Стоктона эта мысль изрядно развеселила.
Между тем время для шуток было не самое подходящее. С минуты на минуту ожидалось прибытие поезда, который но расписанию значился в 7.12. Обычная пригородная электричка, полная всякого рабочего люда, который едет в город на свои заводы-фабрики или в офисы. Так, ничего особенного. Поезд шел с севера на юг через весь штат, и на этой станции с него обычно никто не сходил. Следующий поезд, в 7.32, мог оказаться гораздо опаснее: это был последний вчерашний поезд, который прошлой ночью проследовал в сторону столицы, а сейчас возвращался оттуда на узловую станцию. Его пассажирами становились те, кому не обязательно было проводить целый рабочий день в городе: туристы, отдыхающие, богема, старики и домохозяйки.
Поезд в 7.12 был, как всегда, полупустой. На станции никто не вышел. Но Стоктон точно знал, что поезд в 7.32 опасен, ведь это нью-йоркский поезд, а именно из столицы на их станцию обычно прибывает всякая нечисть. Его всегда интересовало, почему эти твари так рвутся сюда: жили бы и жили себе спокойно в каком-нибудь мегаполисе, и никто бы их там не замечал и не трогал — все-таки "город контрастов", что с него взять.
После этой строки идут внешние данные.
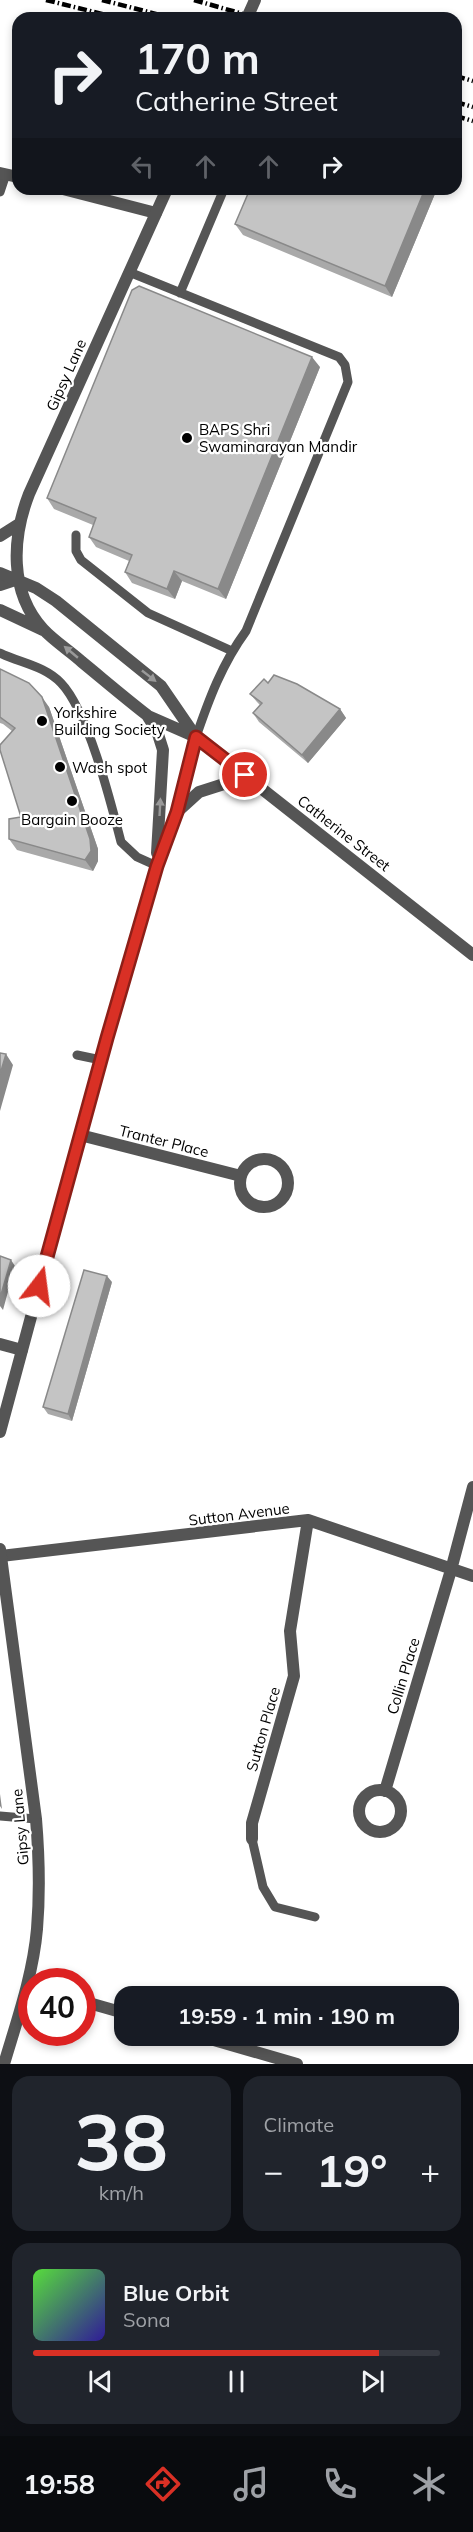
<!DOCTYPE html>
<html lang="en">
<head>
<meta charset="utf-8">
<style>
	body { margin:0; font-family:Mulish,sans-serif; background:#20242c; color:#f1f3f6; height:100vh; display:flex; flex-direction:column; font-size:22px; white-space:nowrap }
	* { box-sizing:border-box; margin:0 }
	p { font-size:20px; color:#9ea1a6 }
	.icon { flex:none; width:33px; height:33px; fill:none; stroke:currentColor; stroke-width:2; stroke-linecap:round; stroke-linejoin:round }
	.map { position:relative; height:2064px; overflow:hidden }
	.panel { display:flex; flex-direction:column; gap:12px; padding:12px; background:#0d0f14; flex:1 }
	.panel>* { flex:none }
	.banner { position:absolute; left:12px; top:12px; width:450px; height:183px; border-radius:18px; box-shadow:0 3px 9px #0003; background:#171b24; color:#f1f3f6; overflow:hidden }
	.speed { position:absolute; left:18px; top:1968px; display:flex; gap:12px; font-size:30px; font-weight:700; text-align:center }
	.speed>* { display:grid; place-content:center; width:78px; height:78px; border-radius:50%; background:#171b24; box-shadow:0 3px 9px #0003; line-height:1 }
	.speed .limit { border:9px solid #d22; background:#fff; color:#111 }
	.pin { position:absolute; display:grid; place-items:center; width:51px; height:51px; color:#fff; margin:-26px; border:3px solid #fff; border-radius:50%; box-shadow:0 2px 6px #0007 }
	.me { position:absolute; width:66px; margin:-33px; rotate:15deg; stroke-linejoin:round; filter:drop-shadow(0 0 4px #0008) }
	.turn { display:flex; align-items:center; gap:21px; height:126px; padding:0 24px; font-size:27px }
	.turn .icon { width:78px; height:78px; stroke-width:2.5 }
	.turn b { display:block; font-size:42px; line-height:51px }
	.lanes { display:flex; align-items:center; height:57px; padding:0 24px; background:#0003; justify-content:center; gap:30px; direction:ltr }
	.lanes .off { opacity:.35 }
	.big { font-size:45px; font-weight:700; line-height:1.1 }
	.panel .card { flex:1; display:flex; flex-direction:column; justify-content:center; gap:9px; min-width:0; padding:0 21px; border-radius:18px; background:#20242c }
	.panel .dial { align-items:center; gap:0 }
	.dial b { font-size:78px; line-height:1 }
	.song { display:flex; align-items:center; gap:18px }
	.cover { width:72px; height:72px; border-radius:9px; background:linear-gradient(135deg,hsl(110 70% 55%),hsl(250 70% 35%)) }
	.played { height:6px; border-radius:3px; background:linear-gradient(90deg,#d93025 85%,#363941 85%) }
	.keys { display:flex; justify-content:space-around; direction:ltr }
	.heat { display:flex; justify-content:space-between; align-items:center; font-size:33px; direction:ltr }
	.panel .tiles { flex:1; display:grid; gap:12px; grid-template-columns:1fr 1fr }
	.card:last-child { grid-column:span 2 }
	.trip { position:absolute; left:114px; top:1986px; width:345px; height:60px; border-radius:18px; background:#171b24; box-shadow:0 3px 9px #0003; font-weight:700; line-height:60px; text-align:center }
	.tab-bar { display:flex; height:96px; justify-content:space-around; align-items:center; background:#090b0e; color:#9ea1a6 }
	.tab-bar .icon { width:42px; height:42px }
	.tab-bar .active { color:#d93025 }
	.tab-bar b { font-size:27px; color:#f1f3f6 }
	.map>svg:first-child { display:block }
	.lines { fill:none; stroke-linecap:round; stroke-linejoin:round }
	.service { stroke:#555; stroke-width:9 }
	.minor { stroke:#555; stroke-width:12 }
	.tertiary { stroke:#555; stroke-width:12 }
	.rail { stroke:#000; stroke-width:4.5; stroke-dasharray:9 3 1.5 3; stroke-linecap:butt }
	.wall { fill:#a9a9a9 }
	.shaded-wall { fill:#898989 }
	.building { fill:#c4c4c4; stroke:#898989; stroke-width:1.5 }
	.oneway { fill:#999 }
	.route-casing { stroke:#8d1f18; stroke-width:15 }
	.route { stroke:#d93025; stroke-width:10 }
	.poi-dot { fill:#000; stroke:#fff; stroke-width:2 }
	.labels { text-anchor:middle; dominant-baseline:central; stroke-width:4.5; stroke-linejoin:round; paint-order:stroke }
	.street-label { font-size:15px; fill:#000; stroke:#fff }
	.poi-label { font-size:15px; fill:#000; stroke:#fff; text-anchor:start }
</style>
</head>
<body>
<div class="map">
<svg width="473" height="2064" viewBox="0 0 473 2064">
	<rect width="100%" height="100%" fill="#fff"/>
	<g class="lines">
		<path class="service" d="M0,192L6,174
			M129,272L339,357L345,365L348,382L246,631C222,664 209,699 196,737
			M180,293L224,189
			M76,535V551L81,560L148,613L232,651
			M0,653C21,663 45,666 61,683C88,711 111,803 121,842L137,857L157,866
			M77,1055L101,1060
			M0,1816L36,1819
			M252,1839L263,1887L275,1907L315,1917"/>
		<path class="minor" d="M0,173L18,177
			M63,189L156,213
			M0,585L18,579
			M80,1135L241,1176
			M240 1183a24 24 0 1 1 48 0a24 24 0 1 1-48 0Z
			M0,1344L22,1350
			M1,1556L308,1520L473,1576
			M359 1811a21 21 0 1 1 42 0a21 21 0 1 1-42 0Z
			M385,1791L451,1570L473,1487
			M252,1839V1823L294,1676L290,1631L308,1520
			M82,2001L124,2013
			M200,2036L297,2064"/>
		<path class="tertiary" d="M247,18L255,0
			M0,536L19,524
			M0,573L36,588L56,601L161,686L196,737L177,812L157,866L80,1135L0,1432
			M0,610L43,630
			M148,716L196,737L473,955
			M177,812L199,792L224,784L260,787
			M157,853L163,750L157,731L147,715C125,698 104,680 82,662C70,651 54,641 43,629C9,592 12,538 29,494L167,189
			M0,1549L36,1819C39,1855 40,1893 37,1929C33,1975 17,2020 4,2064"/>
		<path class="rail" d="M46,0L118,18
			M102,0L172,18
			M194,0L257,18
			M456,76L473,81
			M456,102L473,107
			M456,116L473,121"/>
	</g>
	<path class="wall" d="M250,189H437L392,297L243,235L235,224Z
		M320,367L226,599L182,581L175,599L132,583L125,572L129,561L96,547L89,537L93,525L54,509L47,498Z
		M0,669L49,707L98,849V861L93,871L17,850L9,839L21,817L12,731L3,724L0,723Z
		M268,683L340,709L346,718L308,763L259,722L253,713L260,705L257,702L250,694Z
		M112,1282L72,1421L48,1414L43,1407Z"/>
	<path class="shaded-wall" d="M425,189H437L392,297L385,286Z
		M312,357L320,367L226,599L218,589Z
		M174,571L182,581L175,599L167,589Z
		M42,697L49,707L98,849V861L93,871L85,860Z
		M340,709L346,718L308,763L302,755Z
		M6,1054L13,1065L0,1111V1074Z
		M11,1260L15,1266L3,1310L0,1306V1298Z
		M107,1276L112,1282L72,1421L68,1414Z
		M0,1794L2,1809L0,1806Z"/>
	<path class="building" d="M250,189H425L385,286L235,224Z
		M139,286L312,357L218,589L174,571L167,589L125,572L132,555L89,537L96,518L47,498L132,290Z
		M0,669L29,683L42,697L90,839L91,851L85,860L9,839V819L21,817L0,750V745L15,728L0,717Z
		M274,675L297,684L340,709L302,755L253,713L262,703L250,694L264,679L268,683Z
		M0,1053L6,1054L0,1074Z
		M0,1256L11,1260L0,1298Z
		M84,1270L107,1276L68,1414L43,1407Z"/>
	<defs><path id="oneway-solid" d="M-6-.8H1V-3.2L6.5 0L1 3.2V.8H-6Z" transform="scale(1.5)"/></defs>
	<g class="oneway">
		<use href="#oneway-solid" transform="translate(71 652) rotate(-140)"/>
		<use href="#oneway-solid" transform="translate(149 676) rotate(38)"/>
		<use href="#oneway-solid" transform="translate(160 807) rotate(-87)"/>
	</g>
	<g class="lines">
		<defs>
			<path id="route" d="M39,1286L107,1038L157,866L177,812L196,737L245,775"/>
		</defs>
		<use href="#route" class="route-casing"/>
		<use href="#route" class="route"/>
	</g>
	<g class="poi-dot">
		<circle cx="187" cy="438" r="6"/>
		<circle cx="42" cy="721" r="6"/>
		<circle cx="60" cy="767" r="6"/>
		<circle cx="72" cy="801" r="6"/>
	</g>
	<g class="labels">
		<g class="street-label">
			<text transform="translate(66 375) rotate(-66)">Gipsy Lane</text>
			<text transform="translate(344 833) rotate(38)">Catherine Street</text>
			<text transform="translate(164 1141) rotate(14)">Tranter Place</text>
			<text transform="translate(239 1514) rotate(-7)">Sutton Avenue</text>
			<text transform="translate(403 1676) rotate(-73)">Collin Place</text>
			<text transform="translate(263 1729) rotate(-74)">Sutton Place</text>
			<text transform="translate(20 1827) rotate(-95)">Gipsy Lane</text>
		</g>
		<g class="poi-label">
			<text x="199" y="429">BAPS Shri<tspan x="199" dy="17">Swaminarayan Mandir</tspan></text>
			<text x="54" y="712">Yorkshire<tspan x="54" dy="17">Building Society</tspan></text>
			<text x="72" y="767">Wash spot</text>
			<text x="72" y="819" text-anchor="middle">Bargain Booze</text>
		</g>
	</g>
</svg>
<div class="speed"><div class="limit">40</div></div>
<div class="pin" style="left:245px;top:775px;background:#d93025"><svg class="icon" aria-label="arrive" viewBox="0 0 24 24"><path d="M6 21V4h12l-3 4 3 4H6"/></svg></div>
<svg class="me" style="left:39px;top:1286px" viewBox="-20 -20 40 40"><circle r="19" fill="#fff"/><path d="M0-13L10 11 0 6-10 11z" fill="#d93025"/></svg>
<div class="trip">19:59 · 1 min · 190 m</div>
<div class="banner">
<div class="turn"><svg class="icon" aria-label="right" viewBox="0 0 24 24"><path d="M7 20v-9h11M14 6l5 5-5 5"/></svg><div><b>170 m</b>Catherine Street</div></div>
<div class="lanes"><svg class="icon off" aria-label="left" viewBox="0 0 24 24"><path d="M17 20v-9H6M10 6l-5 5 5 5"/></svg><svg class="icon off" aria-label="ahead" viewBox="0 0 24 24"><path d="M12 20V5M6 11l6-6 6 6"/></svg><svg class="icon off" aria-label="ahead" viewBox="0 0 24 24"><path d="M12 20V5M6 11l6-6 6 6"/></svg><svg class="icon" aria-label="right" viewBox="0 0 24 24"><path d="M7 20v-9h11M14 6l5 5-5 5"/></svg></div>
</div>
</div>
<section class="panel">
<div class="tiles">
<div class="card dial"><b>38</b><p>km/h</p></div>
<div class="card"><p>Climate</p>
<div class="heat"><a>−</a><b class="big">19°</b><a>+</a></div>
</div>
<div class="card">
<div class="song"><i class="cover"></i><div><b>Blue Orbit</b><p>Sona</p></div></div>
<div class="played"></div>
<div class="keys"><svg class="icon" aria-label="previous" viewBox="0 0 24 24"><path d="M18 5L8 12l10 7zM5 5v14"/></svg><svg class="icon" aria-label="pause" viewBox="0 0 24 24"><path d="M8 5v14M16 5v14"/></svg><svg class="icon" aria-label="next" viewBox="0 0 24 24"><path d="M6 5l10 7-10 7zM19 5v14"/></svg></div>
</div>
</div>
</section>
<nav class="tab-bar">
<b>19:58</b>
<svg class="icon active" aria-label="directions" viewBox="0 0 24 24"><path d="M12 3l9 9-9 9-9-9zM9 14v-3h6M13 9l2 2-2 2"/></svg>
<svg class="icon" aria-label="music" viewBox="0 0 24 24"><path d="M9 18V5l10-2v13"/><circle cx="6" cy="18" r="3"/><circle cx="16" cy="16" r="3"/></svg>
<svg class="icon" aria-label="phone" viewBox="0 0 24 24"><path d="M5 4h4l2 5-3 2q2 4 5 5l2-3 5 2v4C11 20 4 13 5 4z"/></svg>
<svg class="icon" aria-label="climate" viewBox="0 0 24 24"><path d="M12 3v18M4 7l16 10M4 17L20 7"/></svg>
</nav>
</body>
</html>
А тут разве спрячешься? Будь ты хоть тысячу раз осторожен, от зорких взглядов скучающих деревенских обывателей все равно не укрыться. В Нью-Йорке, в каком-нибудь строительном котловане, вполне может дожить до глубокой старости какой-нибудь чудовищных размеров осьминог, что уж там говорить о полуневидимых мертвецах или упырях, которые при необходимости способны легко прикинуться кучей мусора или бесследно раствориться во мраке темной подворотни.